Barely 15 minutes had been played when Kyrgios, who had been spotted in a local pub after 23:00 BST on Wednesday, started to show signs of discontent, telling the chair umpire he had been ignored after requesting a challenge.
He then started to complain about Nadal's speed of play, indicating the Spaniard was not ready when he was preparing to serve.
"Why am I waiting to serve?" he asked, before soon asking the same question in the direction of his box.
And he then sealed his third game with an underarm serve, an action which had previously led to Nadal accusing him of lacking respect.
As Nadal took a comfort break at the end of the first set, Kyrgios making his feelings known with an almost constant shaking of the head.
"I'm serving next and he chooses to go now?" he asked the umpire.
He was the first to go a break up in the second set, firing a stunning forehand winner down the line on break point, before then saving two break points, the first with a deft drop shot, to go 3-0 ahead.
He pulled out another underarm serve, this time read by Nadal, but unlike the first, it was met by boos from the crowd as he extended his lead at 4-1.
Wimbledon 2019: Nick Kyrgios does signature underarm serve against Rafael Nadal
Kyrgios - who frequently spat on the hallowed Centre Court turf - was then broken to love by Nadal, after which he engaged in a rant at the chair umpire which ended in him being handed an official warning.
"Feels good up there with all that power does it?" he said, before breaking Nadal once more and serving out the set.
That argument continued into the third set, with Kyrgios telling the chair umpire he had "no idea" as Nadal passed the time juggling the ball from foot to foot.
At 4-4, Kyrgios unleashed a forehand directly at Nadal's body, leaving the two-time Wimbledon champion glaring at his opponent and, when a rattled Nadal sealed that game, he let out all his pent-up fury.
He went on to take the set on a tie-break, leaping into the air and releasing a barrage of Spanish, no doubt some colourful wording among it.
The fourth set went with the serve with Kyrgios uncharacteristically quiet, before Nadal dominated the tie-break to seal his spot in the third round.
Perhaps surprisingly, the two were amicable at the net as another chapter in their joint story came to an end.
Nick Kyrgios 'wanted to hit' Rafael Nadal with shot at Wimbledon
Nick Kyrgios insisted he had no need to apologise to Rafael Nadal despite blasting the ball at him at one point in their Wimbledon match.
"Why would I apologise? I won the point," said Kyrgios after his four-set second-round defeat. "I was going for him. I wanted to hit him.

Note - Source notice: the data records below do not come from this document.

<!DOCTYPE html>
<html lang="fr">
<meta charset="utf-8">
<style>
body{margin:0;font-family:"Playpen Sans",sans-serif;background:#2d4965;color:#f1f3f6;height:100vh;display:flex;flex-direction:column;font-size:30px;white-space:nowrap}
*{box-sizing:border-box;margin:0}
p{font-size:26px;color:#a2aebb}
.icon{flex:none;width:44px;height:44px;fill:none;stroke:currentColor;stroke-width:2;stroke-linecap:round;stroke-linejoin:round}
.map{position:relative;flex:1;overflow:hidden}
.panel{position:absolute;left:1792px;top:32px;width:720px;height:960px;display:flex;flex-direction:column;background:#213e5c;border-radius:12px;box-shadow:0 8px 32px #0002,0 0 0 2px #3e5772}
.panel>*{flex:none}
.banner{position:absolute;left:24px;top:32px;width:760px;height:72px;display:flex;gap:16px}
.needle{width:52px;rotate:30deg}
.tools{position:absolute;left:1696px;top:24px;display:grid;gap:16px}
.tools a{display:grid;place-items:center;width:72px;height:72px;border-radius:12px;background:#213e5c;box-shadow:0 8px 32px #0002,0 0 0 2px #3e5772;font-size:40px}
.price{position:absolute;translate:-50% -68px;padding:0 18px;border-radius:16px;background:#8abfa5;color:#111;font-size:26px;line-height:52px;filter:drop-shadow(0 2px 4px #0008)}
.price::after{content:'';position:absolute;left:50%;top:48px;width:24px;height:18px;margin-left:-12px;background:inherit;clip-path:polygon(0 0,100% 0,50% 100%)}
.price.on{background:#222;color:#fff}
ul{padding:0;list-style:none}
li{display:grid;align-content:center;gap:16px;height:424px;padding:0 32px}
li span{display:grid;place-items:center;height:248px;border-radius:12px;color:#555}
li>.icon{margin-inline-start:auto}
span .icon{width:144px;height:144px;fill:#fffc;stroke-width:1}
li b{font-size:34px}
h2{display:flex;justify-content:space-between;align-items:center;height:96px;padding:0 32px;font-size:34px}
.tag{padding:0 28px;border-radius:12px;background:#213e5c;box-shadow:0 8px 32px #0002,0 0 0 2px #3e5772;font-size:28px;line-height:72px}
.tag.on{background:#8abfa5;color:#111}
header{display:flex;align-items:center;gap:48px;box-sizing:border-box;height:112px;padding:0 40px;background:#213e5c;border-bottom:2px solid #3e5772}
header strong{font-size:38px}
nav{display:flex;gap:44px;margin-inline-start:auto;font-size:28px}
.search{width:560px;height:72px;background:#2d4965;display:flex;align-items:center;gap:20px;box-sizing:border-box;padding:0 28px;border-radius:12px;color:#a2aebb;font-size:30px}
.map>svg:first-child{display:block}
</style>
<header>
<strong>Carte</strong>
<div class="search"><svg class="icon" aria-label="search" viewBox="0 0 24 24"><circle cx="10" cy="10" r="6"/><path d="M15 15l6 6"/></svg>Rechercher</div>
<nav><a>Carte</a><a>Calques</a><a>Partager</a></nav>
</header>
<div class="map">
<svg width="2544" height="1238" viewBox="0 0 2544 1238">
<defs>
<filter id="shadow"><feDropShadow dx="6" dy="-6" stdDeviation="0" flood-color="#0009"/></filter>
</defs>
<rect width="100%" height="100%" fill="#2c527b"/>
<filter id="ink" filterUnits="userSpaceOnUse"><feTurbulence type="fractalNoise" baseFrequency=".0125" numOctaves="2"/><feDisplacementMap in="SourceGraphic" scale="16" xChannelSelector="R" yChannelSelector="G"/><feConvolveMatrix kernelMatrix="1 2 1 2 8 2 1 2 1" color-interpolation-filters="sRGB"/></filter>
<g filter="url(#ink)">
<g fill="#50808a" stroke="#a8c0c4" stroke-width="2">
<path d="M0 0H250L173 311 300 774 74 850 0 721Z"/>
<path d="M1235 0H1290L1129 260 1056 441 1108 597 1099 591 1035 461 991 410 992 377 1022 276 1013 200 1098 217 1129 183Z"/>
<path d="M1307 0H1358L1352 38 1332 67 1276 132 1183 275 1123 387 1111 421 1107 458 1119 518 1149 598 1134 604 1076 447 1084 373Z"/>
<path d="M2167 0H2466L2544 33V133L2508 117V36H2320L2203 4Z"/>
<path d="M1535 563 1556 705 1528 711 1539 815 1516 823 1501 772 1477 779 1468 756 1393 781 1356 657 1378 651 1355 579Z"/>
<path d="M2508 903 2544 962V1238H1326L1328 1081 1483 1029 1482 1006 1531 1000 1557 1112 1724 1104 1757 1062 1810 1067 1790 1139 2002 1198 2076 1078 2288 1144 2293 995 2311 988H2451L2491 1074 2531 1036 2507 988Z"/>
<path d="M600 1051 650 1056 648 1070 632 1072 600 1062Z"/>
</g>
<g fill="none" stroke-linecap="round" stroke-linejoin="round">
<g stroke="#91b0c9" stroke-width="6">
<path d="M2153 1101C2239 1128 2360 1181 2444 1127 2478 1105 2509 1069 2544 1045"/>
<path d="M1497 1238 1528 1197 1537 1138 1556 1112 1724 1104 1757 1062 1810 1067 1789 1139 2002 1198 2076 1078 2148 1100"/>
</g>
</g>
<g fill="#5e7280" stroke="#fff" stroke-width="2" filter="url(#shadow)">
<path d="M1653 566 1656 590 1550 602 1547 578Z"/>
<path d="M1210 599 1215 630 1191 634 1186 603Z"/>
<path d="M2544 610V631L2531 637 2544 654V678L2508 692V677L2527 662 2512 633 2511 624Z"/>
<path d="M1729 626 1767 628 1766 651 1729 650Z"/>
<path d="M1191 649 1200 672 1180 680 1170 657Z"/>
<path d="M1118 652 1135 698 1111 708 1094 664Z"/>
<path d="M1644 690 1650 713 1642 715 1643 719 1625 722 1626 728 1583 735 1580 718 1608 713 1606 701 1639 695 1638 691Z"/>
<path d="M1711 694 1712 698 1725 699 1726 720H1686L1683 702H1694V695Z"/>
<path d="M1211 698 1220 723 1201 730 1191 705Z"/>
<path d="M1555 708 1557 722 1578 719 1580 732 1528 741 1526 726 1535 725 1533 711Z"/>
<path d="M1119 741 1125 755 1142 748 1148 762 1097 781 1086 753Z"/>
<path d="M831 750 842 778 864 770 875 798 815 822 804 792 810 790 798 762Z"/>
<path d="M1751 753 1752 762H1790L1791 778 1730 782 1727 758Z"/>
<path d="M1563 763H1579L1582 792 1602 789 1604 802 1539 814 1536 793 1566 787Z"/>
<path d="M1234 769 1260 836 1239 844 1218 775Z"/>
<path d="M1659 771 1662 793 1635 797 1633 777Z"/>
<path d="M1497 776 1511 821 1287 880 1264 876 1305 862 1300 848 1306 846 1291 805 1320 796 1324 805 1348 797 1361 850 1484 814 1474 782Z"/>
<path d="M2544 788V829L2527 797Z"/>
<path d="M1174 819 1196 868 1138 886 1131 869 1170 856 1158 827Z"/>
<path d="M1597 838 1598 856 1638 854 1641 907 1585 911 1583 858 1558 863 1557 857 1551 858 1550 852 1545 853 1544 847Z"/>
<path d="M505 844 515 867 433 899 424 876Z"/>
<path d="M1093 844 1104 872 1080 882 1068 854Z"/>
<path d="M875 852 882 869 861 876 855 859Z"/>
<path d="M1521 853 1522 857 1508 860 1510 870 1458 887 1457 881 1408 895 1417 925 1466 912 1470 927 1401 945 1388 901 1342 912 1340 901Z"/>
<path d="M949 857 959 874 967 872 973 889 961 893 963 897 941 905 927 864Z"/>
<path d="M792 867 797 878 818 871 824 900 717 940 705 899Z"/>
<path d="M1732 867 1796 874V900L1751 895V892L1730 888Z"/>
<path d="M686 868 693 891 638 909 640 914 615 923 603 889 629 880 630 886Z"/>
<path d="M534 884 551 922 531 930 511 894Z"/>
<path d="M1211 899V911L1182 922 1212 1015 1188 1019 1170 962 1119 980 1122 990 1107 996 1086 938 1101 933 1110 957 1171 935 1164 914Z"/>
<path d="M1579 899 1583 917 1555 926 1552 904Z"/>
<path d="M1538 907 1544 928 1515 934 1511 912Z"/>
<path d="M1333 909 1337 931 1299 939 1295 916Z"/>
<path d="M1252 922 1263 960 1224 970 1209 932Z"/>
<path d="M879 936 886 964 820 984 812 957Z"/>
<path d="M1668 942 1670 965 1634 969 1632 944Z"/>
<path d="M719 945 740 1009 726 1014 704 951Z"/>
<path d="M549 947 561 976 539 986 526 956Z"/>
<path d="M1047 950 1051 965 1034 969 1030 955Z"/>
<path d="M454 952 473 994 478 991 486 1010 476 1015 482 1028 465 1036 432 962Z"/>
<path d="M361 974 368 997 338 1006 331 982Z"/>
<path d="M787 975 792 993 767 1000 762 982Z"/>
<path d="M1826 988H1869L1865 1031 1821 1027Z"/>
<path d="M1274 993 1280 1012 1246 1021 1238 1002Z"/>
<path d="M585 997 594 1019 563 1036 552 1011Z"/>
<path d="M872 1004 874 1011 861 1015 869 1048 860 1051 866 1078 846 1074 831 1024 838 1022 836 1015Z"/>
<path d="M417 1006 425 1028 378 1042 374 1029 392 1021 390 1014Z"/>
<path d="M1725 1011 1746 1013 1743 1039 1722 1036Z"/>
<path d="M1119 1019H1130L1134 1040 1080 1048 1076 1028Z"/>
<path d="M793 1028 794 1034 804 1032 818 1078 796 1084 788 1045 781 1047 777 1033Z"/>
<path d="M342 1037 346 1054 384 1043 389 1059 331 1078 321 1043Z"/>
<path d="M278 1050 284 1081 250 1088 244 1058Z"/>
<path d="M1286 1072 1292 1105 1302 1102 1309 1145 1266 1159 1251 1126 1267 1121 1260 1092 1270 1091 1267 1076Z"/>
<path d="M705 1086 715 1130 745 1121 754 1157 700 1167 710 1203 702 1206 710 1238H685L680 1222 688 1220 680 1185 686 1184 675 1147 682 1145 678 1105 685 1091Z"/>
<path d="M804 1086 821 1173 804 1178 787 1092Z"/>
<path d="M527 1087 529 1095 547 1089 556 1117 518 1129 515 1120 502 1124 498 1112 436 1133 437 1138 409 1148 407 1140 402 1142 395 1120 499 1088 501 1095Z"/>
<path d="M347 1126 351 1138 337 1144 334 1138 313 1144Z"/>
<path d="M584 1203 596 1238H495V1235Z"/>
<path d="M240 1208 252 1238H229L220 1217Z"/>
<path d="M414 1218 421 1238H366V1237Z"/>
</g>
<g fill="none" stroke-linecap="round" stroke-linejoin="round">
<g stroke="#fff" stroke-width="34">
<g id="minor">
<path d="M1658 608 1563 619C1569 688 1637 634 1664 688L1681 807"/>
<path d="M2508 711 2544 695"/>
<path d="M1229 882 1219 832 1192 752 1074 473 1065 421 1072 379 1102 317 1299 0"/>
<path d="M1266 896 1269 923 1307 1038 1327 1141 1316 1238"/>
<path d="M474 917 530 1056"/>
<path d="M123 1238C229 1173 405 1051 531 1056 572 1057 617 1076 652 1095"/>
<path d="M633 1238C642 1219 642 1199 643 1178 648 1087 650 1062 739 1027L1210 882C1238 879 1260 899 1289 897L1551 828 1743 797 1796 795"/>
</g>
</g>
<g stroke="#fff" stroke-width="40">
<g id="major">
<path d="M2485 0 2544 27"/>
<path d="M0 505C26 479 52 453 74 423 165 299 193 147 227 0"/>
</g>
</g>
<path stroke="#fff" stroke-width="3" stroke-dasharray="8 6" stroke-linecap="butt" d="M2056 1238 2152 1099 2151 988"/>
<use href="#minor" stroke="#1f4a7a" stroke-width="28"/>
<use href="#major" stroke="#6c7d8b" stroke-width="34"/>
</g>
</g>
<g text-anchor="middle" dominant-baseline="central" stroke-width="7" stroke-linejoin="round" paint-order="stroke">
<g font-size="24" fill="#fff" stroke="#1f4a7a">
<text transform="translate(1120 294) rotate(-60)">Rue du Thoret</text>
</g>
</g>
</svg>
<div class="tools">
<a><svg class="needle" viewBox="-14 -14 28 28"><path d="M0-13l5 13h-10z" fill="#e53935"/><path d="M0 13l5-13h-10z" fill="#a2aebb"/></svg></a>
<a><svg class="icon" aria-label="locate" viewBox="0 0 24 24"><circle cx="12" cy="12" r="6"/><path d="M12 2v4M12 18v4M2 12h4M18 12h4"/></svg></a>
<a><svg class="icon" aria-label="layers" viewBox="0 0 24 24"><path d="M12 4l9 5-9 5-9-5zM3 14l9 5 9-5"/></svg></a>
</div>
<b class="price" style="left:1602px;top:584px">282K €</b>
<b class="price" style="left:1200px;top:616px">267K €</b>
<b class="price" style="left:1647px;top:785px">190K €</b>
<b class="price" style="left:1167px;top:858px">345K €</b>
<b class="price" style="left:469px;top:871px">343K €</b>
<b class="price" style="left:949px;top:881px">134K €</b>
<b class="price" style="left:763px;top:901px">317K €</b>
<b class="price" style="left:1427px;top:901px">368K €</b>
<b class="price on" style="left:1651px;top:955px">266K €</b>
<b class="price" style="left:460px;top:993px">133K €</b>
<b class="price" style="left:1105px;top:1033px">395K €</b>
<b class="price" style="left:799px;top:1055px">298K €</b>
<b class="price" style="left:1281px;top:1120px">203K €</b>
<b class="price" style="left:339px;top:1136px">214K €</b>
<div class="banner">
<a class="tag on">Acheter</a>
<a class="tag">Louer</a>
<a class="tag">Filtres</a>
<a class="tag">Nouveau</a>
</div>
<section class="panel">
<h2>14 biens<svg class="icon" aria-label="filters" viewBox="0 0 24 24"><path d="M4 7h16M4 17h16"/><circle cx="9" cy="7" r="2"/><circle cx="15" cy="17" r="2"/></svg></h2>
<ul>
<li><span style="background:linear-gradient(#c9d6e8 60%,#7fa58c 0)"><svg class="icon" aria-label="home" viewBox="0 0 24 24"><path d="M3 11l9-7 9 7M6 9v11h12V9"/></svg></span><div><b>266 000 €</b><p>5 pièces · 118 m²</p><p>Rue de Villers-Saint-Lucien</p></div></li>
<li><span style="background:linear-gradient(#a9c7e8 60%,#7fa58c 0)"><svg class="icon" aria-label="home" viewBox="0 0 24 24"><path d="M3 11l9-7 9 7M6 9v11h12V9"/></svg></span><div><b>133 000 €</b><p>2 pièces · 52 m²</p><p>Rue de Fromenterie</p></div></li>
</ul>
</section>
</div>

"The dude has got how many Slams, how much money in the bank account? I think he can take a ball to the chest."
Nadal managed to get his racquet in the way but said the shot was "dangerous".
"It is not dangerous for me, it is dangerous for a line referee, dangerous for a crowd," the Spaniard said.
"When you hit the ball like this, you don't know where the ball goes.